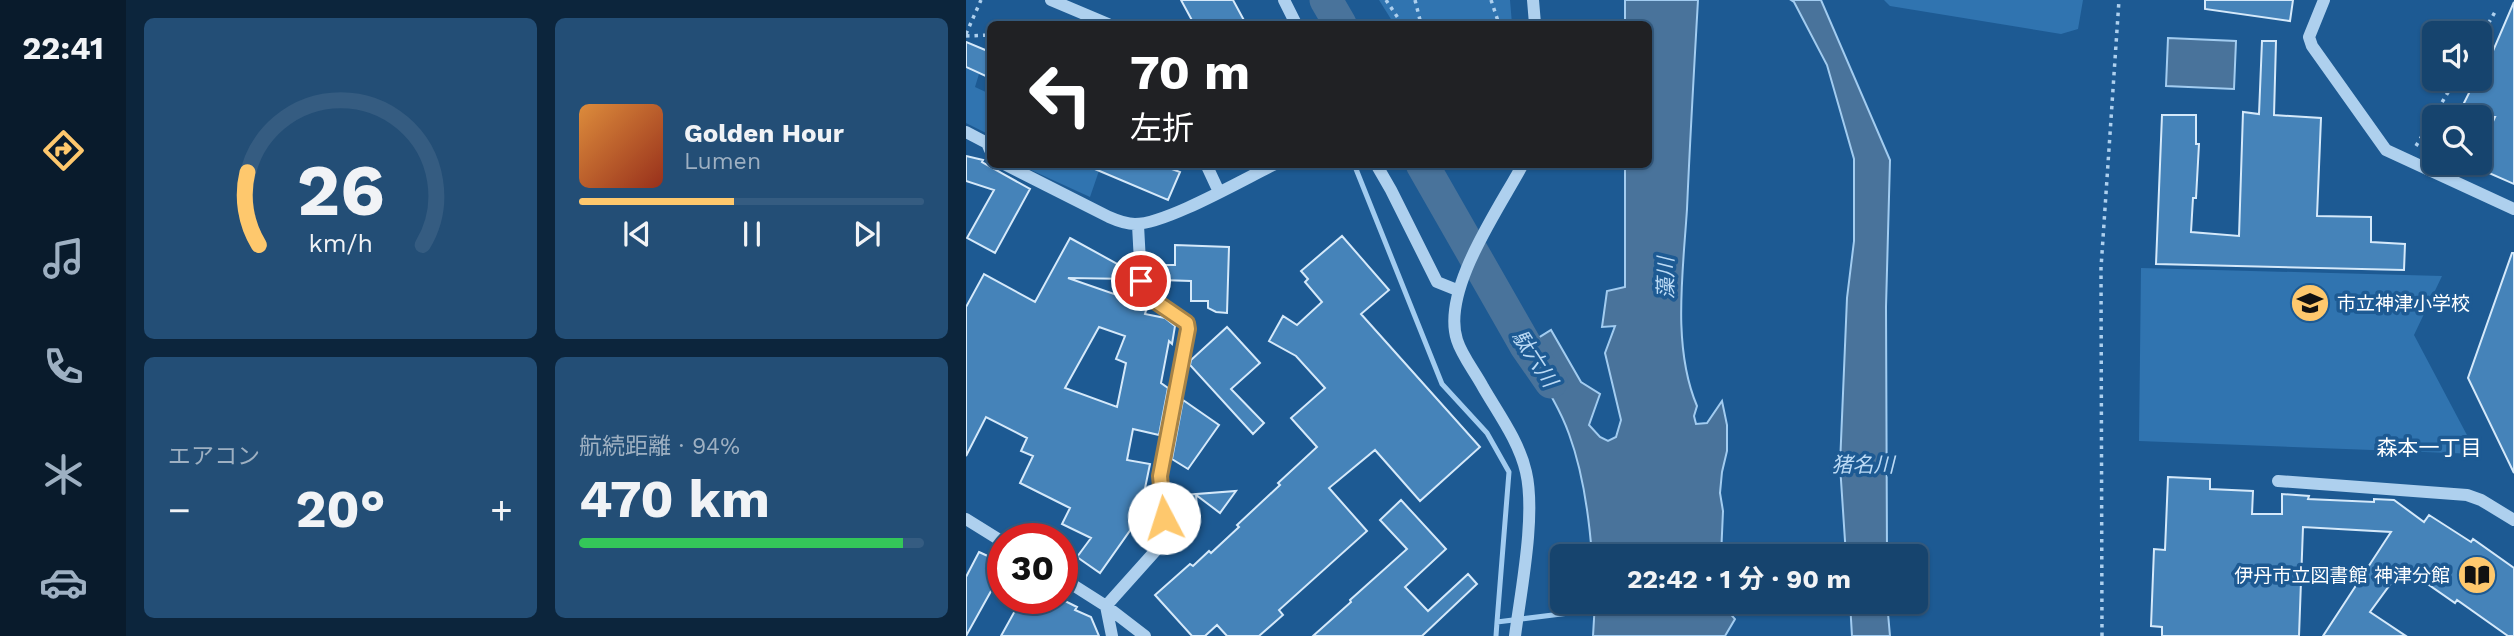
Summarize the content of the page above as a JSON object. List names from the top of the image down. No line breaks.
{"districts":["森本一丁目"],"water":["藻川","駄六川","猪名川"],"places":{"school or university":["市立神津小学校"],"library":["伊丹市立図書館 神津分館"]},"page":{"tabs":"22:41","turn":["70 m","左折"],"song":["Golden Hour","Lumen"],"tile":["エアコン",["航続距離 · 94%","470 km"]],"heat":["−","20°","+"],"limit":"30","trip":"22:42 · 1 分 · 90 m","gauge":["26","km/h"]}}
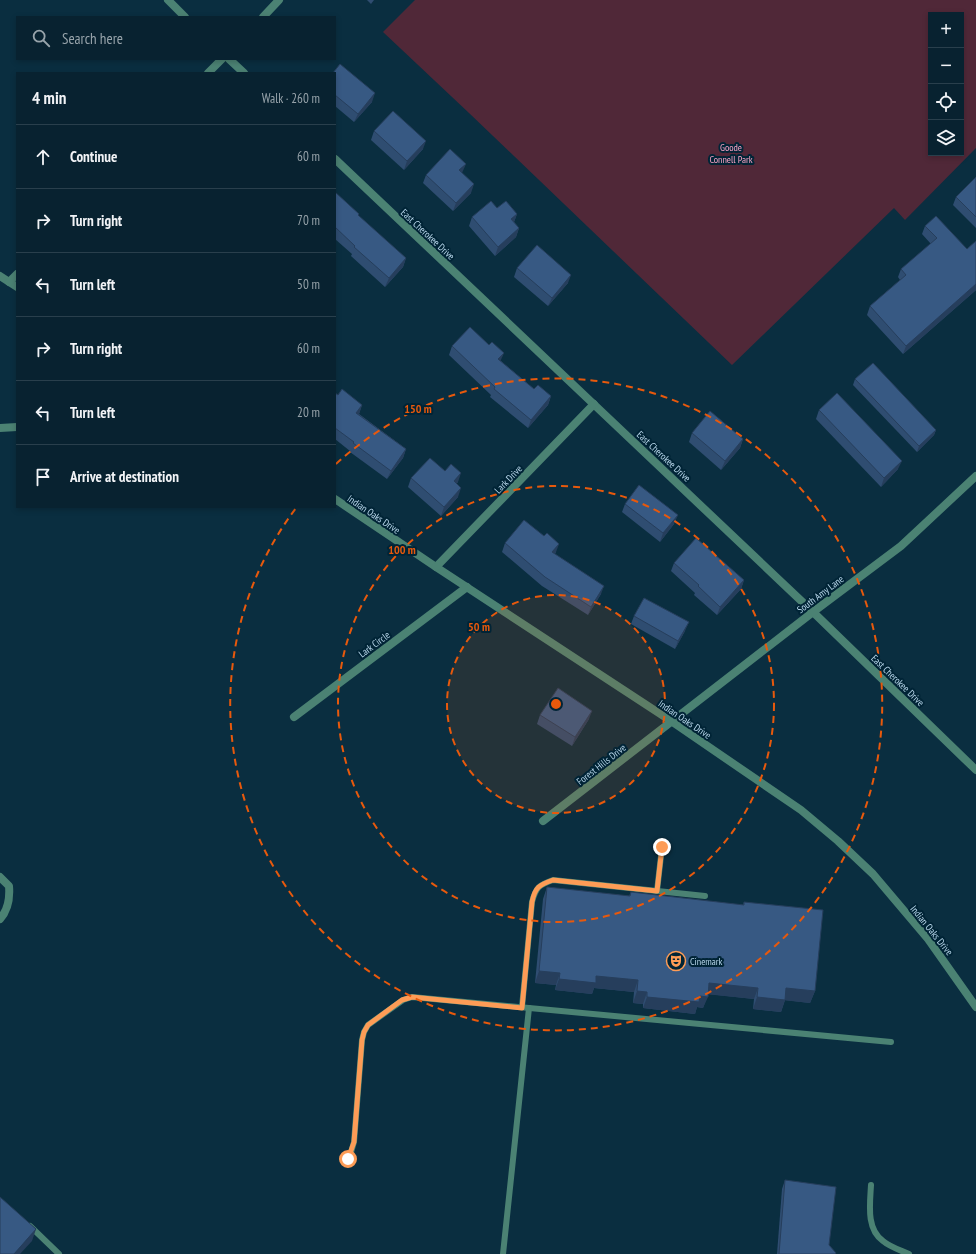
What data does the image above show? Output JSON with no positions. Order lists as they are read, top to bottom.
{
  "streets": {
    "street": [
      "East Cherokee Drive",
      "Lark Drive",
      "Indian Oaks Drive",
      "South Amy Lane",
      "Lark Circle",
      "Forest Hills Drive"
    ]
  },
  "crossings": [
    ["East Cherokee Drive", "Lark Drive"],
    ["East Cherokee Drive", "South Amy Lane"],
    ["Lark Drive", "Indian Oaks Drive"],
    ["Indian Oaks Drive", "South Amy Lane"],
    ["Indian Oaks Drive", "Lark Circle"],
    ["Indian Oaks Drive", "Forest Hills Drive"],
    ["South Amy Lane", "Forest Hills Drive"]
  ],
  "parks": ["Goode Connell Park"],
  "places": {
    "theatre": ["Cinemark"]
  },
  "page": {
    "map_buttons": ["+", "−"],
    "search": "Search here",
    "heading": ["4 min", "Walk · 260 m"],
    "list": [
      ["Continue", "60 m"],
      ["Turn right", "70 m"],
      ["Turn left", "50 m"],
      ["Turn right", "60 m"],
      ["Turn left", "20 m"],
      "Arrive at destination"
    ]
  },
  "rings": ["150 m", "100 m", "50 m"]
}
******
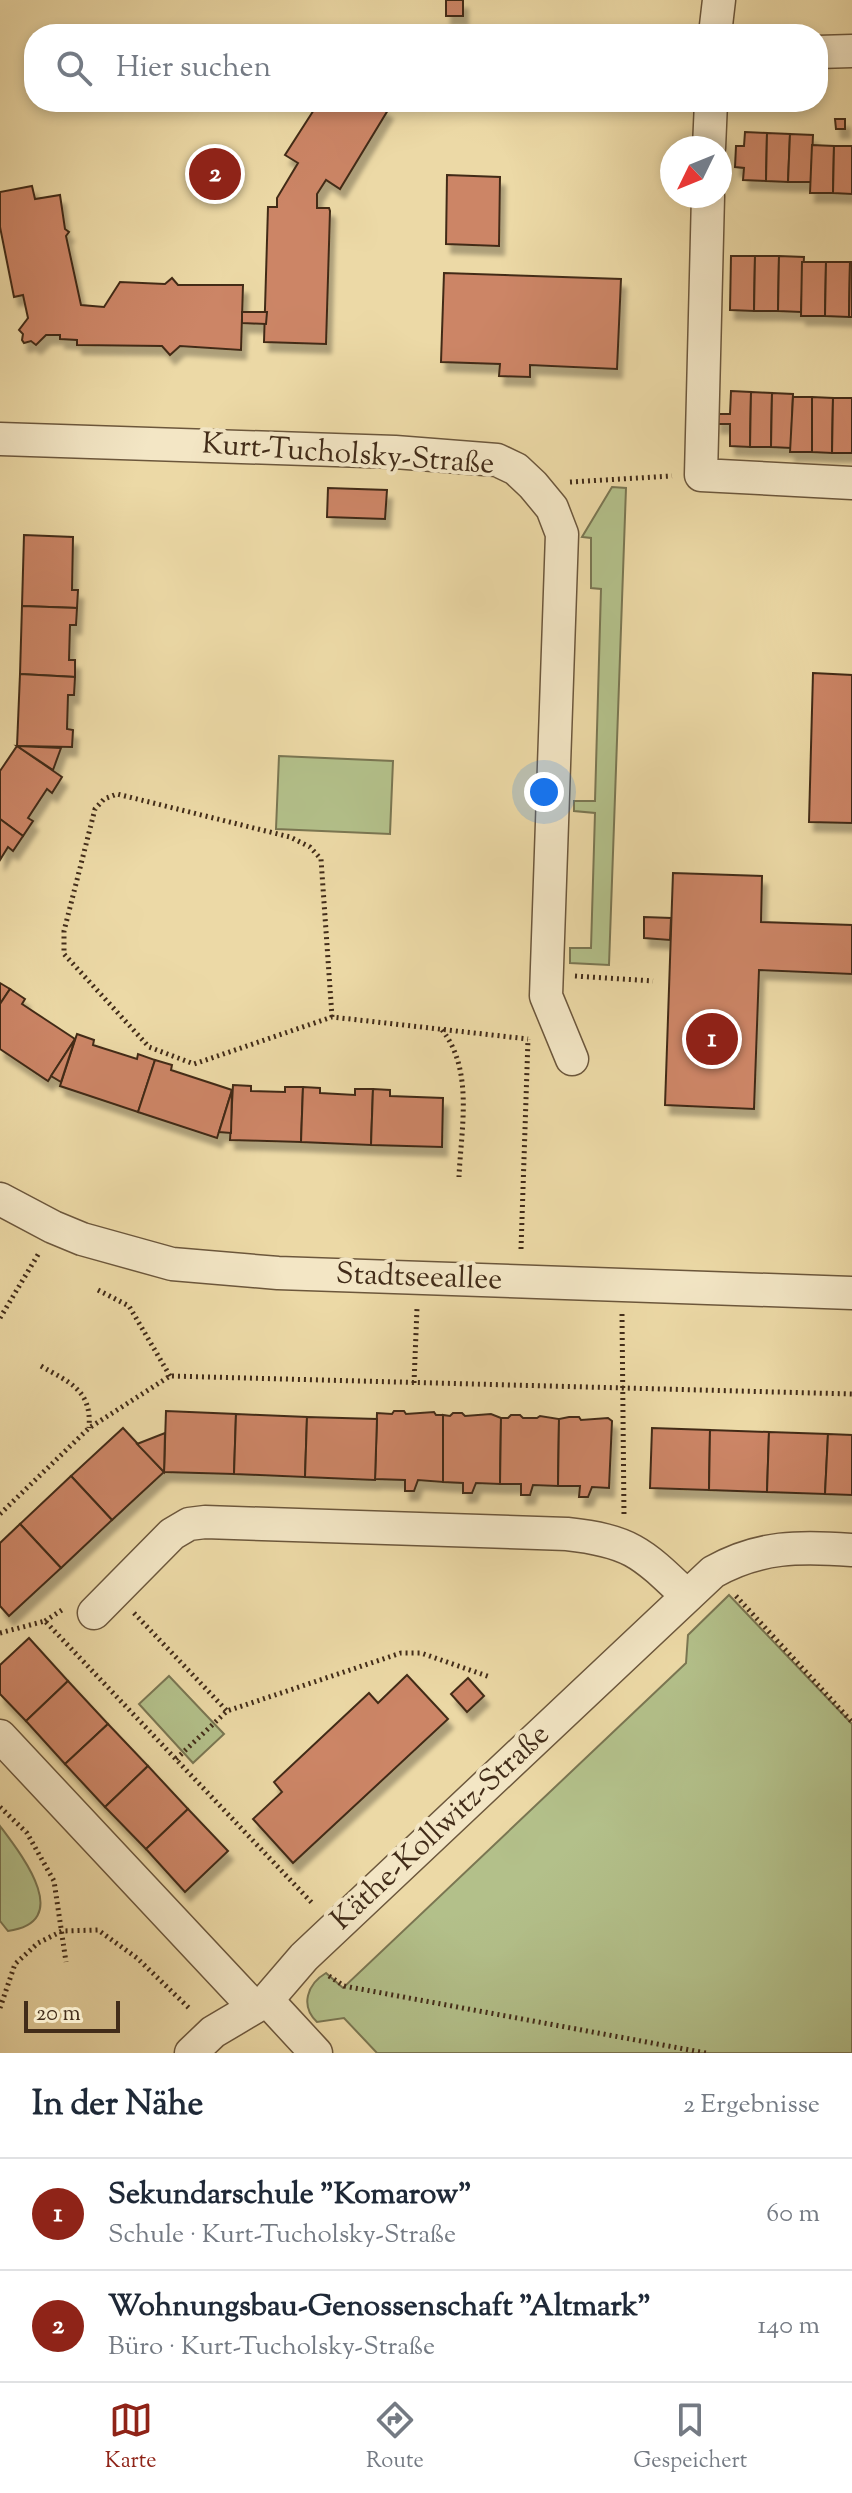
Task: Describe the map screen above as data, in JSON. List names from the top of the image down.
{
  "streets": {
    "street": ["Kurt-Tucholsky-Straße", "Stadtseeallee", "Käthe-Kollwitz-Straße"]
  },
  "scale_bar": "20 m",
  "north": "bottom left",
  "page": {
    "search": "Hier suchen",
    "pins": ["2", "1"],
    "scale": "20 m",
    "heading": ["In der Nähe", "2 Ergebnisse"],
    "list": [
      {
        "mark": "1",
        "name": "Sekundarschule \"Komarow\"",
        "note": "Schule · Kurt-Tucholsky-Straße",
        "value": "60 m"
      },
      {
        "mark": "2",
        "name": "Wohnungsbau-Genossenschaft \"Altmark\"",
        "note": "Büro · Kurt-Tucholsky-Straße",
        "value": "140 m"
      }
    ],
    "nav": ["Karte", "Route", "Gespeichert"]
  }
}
******
WHAT THE TASK REQUIRES — Go through the records above and return every line that holds the string "down".

EXERCISE SOLUTION —
Summarize the content of the page above as a JSON object. List names from the top of the image down. No line breaks.
Task: Describe the map screen above as data, in JSON. List names from the top of the image down.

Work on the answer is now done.